Graphs Without Large Apples and the Maximum Weight Independent Set Problem

• Published in: Graphs and combinatorics Vol. 30; no. 2; pp. 395 - 410
• Main Authors: Lozin, Vadim V., Milanič, Martin, Purcell, Christopher
• Format: Journal Article
• Language: English
• Published: Tokyo Springer Japan 01.03.2014; Springer Nature B.V
• Subjects: Apexes; Apples; Combinatorial analysis; Combinatorics; Complexity; Engineering Design; Graphs; Mathematical problems; Mathematics; Mathematics and Statistics; Original Paper; Polynomials; Claw-free graphs; Independent set; polynomial algorithm; Chordal graphs
• ISSN: 0911-0119; 1435-5914
• DOI: 10.1007/s00373-012-1263-y

An apple A k is the graph obtained from a chordless cycle C k of length k ≥ 4 by adding a vertex that has exactly one neighbor on the cycle. The class of apple-free graphs is a common generalization of claw-free graphs and chordal graphs, two classes enjoying many attractive properties, including polynomial-time solvability of the maximum weight independent set problem. Recently, Brandstädt et al. showed that this property extends to the class of apple-free graphs.

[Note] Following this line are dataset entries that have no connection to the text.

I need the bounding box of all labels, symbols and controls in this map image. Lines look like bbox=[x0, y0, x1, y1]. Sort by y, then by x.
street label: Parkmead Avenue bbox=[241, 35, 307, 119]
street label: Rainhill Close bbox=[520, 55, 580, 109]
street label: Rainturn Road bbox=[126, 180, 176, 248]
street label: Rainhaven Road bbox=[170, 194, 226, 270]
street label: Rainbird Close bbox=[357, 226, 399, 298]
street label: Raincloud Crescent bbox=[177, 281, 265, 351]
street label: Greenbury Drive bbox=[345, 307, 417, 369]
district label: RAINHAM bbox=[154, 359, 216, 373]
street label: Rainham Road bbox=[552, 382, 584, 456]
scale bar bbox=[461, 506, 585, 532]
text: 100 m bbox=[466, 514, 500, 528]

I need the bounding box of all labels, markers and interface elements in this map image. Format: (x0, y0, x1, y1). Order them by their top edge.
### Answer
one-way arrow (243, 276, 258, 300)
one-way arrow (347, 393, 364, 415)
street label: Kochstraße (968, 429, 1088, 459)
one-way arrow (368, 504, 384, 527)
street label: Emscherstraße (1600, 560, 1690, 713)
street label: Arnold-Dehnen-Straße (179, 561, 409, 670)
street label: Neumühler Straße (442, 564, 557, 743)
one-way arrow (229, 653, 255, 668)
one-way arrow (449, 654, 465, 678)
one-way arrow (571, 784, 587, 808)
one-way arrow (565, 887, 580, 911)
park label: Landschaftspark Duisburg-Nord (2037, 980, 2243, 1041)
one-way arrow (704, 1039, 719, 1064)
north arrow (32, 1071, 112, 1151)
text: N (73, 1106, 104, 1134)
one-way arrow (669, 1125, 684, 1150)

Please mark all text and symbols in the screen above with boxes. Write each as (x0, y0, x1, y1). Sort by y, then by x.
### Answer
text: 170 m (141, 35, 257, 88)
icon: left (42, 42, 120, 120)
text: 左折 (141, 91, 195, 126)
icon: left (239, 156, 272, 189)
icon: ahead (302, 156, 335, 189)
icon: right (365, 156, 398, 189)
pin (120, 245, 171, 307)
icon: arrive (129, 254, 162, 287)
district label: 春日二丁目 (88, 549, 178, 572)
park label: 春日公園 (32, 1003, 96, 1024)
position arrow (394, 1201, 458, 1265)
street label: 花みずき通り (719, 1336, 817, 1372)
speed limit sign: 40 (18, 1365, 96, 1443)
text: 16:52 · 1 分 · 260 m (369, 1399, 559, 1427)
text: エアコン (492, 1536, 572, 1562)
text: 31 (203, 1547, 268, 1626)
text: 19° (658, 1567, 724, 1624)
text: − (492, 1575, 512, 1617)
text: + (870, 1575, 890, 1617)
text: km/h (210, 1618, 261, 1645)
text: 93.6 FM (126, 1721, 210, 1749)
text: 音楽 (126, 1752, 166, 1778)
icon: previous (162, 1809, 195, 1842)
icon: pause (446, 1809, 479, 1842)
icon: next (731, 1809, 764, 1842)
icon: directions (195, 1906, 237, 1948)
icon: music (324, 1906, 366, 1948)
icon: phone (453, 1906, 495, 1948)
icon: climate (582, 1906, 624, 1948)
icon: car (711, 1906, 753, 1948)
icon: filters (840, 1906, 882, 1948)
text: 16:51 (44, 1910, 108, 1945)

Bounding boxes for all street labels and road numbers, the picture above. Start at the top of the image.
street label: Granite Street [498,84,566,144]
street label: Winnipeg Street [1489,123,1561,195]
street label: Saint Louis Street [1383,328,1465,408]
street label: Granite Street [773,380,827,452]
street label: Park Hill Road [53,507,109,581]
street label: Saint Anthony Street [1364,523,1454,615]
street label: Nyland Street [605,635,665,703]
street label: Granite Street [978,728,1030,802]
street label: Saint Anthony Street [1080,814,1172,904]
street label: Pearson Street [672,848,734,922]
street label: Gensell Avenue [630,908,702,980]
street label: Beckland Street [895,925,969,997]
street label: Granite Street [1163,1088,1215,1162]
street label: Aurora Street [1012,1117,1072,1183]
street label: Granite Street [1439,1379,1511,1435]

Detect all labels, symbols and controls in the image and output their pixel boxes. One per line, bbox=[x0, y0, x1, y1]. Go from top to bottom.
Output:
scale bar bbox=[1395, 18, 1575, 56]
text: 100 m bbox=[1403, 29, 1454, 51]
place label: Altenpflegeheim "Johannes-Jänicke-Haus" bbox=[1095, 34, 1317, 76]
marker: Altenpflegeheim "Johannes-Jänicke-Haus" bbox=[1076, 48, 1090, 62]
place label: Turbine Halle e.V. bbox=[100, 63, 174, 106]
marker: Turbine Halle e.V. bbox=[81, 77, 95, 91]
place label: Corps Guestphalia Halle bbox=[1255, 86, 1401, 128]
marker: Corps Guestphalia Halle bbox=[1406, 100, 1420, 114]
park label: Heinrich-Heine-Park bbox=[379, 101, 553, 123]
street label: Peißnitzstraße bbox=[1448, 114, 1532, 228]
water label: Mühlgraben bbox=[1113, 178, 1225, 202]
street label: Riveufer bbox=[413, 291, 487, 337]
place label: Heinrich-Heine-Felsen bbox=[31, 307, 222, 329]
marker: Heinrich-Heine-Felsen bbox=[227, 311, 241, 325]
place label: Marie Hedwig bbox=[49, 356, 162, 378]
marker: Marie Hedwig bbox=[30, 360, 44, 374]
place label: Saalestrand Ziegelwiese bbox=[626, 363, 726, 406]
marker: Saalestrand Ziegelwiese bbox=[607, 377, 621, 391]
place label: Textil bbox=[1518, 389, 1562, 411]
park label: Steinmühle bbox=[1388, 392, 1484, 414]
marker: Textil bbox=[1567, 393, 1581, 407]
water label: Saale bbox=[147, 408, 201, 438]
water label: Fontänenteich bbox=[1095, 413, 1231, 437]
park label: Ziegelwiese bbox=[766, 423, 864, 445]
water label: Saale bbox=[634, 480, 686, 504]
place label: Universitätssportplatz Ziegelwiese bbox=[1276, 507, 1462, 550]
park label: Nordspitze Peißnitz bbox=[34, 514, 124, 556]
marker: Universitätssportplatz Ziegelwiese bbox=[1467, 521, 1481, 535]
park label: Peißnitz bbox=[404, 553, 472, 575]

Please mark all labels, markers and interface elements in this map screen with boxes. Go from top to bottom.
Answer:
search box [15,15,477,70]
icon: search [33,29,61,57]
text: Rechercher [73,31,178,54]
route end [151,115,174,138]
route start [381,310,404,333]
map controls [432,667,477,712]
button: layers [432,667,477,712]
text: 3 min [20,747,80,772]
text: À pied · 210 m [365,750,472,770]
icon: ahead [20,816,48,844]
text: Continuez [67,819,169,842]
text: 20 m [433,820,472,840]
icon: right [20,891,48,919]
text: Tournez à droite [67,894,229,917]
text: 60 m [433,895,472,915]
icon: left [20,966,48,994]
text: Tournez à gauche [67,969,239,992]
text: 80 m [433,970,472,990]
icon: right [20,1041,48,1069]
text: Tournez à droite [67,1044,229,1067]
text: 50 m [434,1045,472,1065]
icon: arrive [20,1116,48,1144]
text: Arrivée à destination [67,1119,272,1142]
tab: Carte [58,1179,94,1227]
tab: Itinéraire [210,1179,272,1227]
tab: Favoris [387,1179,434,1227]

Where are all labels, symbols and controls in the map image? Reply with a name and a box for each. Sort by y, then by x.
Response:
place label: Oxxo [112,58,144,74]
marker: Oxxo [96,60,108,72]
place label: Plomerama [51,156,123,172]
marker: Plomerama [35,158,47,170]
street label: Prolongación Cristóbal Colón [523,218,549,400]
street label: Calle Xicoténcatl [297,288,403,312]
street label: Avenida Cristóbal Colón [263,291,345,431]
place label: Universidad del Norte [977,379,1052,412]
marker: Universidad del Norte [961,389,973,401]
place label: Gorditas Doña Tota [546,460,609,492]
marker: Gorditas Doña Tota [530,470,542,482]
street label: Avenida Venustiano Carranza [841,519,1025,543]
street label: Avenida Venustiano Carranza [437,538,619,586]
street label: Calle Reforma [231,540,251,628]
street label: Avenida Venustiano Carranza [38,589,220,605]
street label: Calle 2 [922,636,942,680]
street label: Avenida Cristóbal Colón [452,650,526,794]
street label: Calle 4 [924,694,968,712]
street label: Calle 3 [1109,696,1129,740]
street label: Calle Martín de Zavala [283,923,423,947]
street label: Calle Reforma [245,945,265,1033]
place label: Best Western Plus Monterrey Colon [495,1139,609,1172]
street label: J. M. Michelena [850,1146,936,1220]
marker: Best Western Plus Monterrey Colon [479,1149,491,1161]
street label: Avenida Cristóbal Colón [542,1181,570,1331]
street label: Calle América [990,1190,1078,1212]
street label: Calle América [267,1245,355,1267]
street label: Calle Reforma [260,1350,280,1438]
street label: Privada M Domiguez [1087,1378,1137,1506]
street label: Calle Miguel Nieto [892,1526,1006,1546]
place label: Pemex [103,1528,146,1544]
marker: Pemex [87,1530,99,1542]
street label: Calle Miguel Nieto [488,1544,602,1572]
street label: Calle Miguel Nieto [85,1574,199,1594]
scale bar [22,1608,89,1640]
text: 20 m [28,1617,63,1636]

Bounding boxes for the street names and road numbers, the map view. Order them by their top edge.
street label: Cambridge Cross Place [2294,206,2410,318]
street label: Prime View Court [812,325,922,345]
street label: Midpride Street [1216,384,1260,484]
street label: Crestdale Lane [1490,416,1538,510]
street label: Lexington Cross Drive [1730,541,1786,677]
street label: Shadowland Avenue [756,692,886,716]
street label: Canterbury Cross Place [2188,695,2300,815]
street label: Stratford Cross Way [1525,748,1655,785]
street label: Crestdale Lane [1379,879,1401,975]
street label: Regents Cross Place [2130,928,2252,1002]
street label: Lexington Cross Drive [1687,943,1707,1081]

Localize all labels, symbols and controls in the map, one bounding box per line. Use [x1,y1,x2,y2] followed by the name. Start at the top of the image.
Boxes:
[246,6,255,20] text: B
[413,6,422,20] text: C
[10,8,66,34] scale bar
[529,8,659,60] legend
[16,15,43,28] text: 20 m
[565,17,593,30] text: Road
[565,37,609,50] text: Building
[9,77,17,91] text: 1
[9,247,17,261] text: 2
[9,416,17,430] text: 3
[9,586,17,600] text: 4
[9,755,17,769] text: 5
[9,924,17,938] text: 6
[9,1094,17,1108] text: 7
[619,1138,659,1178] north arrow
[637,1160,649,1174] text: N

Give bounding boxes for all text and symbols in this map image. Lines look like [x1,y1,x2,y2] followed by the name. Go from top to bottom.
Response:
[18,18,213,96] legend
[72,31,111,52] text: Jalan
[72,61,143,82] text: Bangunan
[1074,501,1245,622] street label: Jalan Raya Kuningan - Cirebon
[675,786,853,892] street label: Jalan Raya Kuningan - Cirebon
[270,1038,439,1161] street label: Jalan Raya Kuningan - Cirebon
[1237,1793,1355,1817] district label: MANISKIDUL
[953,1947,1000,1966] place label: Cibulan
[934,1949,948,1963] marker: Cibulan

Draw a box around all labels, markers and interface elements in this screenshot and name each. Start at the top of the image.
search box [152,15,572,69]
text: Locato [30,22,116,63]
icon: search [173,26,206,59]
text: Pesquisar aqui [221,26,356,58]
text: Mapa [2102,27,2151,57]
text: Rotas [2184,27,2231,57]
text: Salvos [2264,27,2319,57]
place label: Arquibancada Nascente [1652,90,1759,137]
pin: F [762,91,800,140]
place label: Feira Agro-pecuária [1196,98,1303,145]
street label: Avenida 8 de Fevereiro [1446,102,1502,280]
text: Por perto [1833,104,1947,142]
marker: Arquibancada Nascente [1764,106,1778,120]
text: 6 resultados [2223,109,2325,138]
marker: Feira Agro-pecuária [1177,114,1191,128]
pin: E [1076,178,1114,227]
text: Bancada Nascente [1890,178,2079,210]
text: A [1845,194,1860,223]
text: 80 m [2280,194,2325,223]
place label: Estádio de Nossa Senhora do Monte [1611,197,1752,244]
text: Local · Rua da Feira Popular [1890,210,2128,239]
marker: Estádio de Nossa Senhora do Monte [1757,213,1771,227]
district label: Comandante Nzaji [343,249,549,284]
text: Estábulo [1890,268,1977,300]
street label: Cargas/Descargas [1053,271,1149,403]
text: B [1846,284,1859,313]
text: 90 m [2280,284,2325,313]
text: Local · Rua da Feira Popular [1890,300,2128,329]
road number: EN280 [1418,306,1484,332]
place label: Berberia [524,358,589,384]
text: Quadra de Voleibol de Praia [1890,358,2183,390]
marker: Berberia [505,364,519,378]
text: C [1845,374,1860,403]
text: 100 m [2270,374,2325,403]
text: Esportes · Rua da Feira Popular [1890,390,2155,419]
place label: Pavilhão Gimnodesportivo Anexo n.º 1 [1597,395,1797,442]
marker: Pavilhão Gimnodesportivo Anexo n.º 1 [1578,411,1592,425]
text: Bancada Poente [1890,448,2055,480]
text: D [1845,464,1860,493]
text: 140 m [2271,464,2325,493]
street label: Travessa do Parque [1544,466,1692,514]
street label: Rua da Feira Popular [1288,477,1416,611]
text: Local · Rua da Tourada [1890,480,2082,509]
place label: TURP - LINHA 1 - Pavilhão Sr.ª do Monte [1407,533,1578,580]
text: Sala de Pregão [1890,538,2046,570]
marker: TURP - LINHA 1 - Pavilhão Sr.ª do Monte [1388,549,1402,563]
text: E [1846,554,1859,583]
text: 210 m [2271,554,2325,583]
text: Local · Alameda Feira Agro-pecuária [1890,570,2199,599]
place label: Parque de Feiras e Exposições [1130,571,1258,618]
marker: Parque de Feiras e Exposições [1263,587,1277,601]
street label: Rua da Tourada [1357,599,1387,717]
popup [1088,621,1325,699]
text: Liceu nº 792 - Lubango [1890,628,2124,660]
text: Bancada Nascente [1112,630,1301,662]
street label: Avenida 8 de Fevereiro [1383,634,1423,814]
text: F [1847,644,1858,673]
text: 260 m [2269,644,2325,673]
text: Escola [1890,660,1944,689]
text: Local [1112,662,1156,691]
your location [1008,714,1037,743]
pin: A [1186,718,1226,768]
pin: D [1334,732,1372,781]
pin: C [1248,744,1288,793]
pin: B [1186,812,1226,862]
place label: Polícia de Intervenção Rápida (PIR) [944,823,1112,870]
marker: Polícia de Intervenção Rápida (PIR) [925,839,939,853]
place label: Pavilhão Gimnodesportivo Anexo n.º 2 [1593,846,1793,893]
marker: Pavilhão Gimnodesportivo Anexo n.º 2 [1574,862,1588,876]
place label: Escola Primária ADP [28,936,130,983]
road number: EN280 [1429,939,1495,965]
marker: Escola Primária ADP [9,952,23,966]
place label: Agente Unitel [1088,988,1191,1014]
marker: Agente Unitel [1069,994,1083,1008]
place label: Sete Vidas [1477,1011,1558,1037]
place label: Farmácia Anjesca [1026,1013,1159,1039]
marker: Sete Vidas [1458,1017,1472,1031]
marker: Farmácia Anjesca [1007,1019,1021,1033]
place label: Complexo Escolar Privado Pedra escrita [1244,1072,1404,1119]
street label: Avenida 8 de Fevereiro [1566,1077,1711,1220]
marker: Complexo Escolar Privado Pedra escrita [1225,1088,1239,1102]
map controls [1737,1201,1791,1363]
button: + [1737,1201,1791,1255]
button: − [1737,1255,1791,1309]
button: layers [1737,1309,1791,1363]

In the present paper, we study further generalization of this class called graphs without large apples : these are ( A k , A k +1 , . . .)-free graphs for values of k strictly greater than 4. The complexity of the maximum weight independent set problem is unknown even for k = 5. By exploring the structure of graphs without large apples, we discover a sufficient condition for claw-freeness of such graphs. We show that the condition is satisfied by bounded-degree and apex-minor-free graphs of sufficiently large tree-width. This implies an efficient solution to the maximum weight independent set problem for those graphs without large apples, which either have bounded vertex degree or exclude a fixed apex graph as a minor.